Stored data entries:
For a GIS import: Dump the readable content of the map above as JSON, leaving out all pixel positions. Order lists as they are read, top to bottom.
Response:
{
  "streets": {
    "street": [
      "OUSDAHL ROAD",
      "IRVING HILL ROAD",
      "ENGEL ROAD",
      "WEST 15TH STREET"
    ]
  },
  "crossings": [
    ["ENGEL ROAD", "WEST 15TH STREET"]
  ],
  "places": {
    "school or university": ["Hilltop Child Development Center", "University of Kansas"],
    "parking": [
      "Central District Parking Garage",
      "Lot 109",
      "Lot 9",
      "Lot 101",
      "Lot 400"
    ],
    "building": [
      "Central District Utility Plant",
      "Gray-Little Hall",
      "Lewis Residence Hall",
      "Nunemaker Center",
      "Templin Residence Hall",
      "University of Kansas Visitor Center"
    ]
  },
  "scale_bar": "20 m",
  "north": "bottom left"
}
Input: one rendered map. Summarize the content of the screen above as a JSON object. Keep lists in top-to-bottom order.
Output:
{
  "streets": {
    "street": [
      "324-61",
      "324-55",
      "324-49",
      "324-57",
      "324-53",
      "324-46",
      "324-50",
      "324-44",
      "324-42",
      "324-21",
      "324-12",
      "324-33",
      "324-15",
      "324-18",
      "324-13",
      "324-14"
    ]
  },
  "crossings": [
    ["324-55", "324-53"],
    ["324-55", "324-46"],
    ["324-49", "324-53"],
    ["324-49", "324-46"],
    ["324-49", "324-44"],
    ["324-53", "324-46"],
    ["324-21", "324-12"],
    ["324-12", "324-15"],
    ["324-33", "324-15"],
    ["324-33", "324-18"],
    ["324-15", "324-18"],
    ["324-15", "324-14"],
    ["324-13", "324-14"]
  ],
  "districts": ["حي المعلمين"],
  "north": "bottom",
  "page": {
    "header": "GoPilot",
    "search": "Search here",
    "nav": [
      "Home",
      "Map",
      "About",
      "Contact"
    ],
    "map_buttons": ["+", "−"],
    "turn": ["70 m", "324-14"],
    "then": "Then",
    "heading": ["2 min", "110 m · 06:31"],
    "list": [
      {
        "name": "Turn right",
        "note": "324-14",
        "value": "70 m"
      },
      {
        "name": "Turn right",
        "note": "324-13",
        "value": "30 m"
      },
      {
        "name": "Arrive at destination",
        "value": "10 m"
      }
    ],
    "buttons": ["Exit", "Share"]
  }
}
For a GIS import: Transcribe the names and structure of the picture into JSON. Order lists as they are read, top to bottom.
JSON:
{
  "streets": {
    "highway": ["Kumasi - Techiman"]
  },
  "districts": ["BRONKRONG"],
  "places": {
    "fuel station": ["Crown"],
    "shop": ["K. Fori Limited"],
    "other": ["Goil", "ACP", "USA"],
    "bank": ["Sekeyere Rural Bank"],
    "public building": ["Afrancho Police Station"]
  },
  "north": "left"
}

How to complete this task:
Search the data above for the string "content". Report every line where it is found.

Response area:
For a GIS import: Dump the readable content of the map above as JSON, leaving out all pixel positions. Order lists as they are read, top to bottom.
Input: one rendered map. Summarize the content of the screen above as a JSON object. Keep lists in top-to-bottom order.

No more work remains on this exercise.